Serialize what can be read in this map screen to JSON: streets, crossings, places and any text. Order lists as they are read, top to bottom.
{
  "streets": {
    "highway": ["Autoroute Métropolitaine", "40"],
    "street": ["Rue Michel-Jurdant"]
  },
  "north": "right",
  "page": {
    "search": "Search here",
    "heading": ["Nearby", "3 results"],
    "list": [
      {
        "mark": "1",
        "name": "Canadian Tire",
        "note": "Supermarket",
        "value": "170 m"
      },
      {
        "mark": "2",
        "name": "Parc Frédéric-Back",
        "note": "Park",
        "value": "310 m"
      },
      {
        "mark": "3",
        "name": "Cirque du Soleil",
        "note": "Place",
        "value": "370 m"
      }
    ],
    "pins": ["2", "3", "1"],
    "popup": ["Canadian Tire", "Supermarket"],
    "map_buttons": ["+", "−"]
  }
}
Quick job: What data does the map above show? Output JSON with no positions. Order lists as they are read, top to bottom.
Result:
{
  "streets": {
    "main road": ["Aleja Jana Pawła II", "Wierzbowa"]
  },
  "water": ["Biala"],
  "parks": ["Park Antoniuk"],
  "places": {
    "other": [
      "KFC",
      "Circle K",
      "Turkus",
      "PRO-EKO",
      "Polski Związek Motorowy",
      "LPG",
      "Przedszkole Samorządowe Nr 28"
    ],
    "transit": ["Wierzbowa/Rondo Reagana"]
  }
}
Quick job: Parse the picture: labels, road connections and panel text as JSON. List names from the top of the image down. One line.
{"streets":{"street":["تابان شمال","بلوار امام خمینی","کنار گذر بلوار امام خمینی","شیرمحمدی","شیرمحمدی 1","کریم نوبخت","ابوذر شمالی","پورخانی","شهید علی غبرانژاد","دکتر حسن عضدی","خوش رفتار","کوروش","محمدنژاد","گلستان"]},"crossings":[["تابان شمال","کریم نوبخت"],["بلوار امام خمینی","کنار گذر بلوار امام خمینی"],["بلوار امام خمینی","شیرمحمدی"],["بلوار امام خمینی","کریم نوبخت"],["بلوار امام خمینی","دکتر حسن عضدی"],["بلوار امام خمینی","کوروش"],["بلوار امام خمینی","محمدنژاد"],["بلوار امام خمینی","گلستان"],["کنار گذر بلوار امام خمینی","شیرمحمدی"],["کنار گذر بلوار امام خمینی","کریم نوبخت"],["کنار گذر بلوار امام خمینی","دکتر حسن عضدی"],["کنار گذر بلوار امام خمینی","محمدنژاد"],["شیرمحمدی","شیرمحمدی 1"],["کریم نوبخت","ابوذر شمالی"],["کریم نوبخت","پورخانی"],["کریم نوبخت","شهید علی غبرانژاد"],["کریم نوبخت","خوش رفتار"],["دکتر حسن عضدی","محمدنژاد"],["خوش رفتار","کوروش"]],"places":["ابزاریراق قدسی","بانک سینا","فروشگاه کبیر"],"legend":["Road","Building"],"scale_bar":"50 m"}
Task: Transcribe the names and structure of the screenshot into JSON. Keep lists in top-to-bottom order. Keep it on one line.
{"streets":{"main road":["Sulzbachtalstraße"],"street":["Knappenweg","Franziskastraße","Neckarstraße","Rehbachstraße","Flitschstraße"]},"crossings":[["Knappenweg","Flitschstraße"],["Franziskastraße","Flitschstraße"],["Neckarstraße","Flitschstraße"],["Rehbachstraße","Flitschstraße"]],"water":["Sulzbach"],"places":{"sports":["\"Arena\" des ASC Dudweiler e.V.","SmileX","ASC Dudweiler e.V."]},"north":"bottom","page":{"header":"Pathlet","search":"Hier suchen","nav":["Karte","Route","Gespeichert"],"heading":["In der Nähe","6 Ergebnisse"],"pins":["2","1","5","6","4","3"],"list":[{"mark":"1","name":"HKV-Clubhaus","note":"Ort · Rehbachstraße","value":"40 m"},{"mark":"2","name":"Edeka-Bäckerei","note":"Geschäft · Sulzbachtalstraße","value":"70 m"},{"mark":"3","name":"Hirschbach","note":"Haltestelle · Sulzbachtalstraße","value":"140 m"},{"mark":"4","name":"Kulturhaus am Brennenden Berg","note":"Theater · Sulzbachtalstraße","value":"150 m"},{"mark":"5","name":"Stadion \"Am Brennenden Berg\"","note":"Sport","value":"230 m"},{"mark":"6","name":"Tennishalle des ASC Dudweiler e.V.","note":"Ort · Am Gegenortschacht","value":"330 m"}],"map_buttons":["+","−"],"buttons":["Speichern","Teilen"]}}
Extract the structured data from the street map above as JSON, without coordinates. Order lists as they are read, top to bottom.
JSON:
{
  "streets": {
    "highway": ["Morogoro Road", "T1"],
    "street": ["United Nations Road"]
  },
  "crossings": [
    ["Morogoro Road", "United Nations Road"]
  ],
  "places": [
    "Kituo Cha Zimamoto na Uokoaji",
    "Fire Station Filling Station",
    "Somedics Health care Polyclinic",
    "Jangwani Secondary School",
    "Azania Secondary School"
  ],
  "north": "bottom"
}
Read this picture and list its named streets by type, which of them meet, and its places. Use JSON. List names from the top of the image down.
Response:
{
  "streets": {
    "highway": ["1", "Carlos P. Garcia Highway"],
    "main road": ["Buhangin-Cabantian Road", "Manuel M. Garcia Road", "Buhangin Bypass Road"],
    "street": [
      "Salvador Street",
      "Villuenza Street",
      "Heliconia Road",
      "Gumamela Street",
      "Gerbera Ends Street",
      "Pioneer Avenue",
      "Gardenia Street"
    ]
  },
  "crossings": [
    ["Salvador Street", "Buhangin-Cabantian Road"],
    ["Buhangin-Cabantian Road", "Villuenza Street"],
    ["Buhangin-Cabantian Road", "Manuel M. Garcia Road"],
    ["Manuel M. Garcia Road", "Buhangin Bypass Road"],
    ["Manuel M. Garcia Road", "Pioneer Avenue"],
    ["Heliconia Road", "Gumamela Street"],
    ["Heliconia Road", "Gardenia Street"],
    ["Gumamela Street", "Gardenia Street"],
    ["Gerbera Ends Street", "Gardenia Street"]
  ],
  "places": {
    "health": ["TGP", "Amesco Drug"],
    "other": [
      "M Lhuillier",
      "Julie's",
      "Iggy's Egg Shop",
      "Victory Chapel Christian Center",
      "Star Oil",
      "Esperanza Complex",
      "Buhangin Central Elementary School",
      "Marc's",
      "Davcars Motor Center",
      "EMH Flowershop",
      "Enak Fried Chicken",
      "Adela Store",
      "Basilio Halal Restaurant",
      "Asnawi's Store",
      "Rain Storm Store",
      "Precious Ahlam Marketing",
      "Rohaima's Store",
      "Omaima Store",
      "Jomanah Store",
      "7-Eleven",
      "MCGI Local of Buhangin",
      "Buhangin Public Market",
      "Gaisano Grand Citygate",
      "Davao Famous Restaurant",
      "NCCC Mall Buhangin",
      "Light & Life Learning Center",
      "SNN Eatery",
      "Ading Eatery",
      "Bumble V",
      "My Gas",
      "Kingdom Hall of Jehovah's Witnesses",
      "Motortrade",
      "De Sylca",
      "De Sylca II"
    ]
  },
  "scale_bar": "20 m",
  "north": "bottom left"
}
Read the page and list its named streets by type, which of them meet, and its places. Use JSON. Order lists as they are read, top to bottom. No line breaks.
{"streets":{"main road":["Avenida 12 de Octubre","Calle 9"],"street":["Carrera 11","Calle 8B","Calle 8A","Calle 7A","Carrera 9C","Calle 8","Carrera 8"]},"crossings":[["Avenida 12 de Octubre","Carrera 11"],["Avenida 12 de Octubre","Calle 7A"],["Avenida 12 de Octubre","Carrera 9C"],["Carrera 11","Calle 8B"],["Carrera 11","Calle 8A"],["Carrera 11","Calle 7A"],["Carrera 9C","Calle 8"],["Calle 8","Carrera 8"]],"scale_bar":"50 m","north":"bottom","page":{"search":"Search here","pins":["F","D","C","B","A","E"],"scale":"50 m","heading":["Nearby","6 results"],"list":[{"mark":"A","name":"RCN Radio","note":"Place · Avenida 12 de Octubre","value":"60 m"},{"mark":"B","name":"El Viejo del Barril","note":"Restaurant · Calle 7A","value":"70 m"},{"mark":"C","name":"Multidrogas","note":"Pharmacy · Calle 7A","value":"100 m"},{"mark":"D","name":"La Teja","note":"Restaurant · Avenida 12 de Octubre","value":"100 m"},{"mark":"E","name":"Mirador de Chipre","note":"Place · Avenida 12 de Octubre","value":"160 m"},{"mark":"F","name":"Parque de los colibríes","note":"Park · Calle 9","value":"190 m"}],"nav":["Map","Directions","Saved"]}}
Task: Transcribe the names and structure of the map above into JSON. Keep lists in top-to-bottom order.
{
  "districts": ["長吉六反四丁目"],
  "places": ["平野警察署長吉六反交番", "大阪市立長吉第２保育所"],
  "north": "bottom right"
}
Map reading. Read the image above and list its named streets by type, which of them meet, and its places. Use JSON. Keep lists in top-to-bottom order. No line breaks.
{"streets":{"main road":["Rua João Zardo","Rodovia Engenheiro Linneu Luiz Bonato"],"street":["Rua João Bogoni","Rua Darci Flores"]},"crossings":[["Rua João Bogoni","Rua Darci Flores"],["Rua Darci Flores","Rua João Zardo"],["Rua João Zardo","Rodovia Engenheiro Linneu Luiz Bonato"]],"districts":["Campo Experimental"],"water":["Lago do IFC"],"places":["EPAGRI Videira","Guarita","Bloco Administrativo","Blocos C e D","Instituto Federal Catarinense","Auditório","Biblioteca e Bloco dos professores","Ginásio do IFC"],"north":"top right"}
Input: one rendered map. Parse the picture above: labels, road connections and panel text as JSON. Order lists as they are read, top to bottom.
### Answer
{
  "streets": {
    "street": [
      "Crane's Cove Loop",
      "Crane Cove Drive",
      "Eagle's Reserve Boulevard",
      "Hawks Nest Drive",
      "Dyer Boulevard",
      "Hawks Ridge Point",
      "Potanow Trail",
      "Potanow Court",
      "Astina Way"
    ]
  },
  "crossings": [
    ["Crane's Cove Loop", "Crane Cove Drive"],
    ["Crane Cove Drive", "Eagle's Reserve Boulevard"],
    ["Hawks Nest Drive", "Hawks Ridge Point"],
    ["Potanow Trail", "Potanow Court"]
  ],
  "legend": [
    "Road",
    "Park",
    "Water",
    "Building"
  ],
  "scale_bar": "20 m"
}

^^^^^^^^^^^^^^^^

» **Problem description**
Look above for the line with "Task: Transcribe the names and structure of the screenshot" and the line with "Read this picture"; transcribe both and all lines in between, exactly, and nothing else.

» **Task solution**
Task: Transcribe the names and structure of the screenshot into JSON. Keep lists in top-to-bottom order. Keep it on one line.
{"streets":{"main road":["Sulzbachtalstraße"],"street":["Knappenweg","Franziskastraße","Neckarstraße","Rehbachstraße","Flitschstraße"]},"crossings":[["Knappenweg","Flitschstraße"],["Franziskastraße","Flitschstraße"],["Neckarstraße","Flitschstraße"],["Rehbachstraße","Flitschstraße"]],"water":["Sulzbach"],"places":{"sports":["\"Arena\" des ASC Dudweiler e.V.","SmileX","ASC Dudweiler e.V."]},"north":"bottom","page":{"header":"Pathlet","search":"Hier suchen","nav":["Karte","Route","Gespeichert"],"heading":["In der Nähe","6 Ergebnisse"],"pins":["2","1","5","6","4","3"],"list":[{"mark":"1","name":"HKV-Clubhaus","note":"Ort · Rehbachstraße","value":"40 m"},{"mark":"2","name":"Edeka-Bäckerei","note":"Geschäft · Sulzbachtalstraße","value":"70 m"},{"mark":"3","name":"Hirschbach","note":"Haltestelle · Sulzbachtalstraße","value":"140 m"},{"mark":"4","name":"Kulturhaus am Brennenden Berg","note":"Theater · Sulzbachtalstraße","value":"150 m"},{"mark":"5","name":"Stadion \"Am Brennenden Berg\"","note":"Sport","value":"230 m"},{"mark":"6","name":"Tennishalle des ASC Dudweiler e.V.","note":"Ort · Am Gegenortschacht","value":"330 m"}],"map_buttons":["+","−"],"buttons":["Speichern","Teilen"]}}
Extract the structured data from the street map above as JSON, without coordinates. Order lists as they are read, top to bottom.
JSON:
{
  "streets": {
    "highway": ["Morogoro Road", "T1"],
    "street": ["United Nations Road"]
  },
  "crossings": [
    ["Morogoro Road", "United Nations Road"]
  ],
  "places": [
    "Kituo Cha Zimamoto na Uokoaji",
    "Fire Station Filling Station",
    "Somedics Health care Polyclinic",
    "Jangwani Secondary School",
    "Azania Secondary School"
  ],
  "north": "bottom"
}
Read this picture and list its named streets by type, which of them meet, and its places. Use JSON. List names from the top of the image down.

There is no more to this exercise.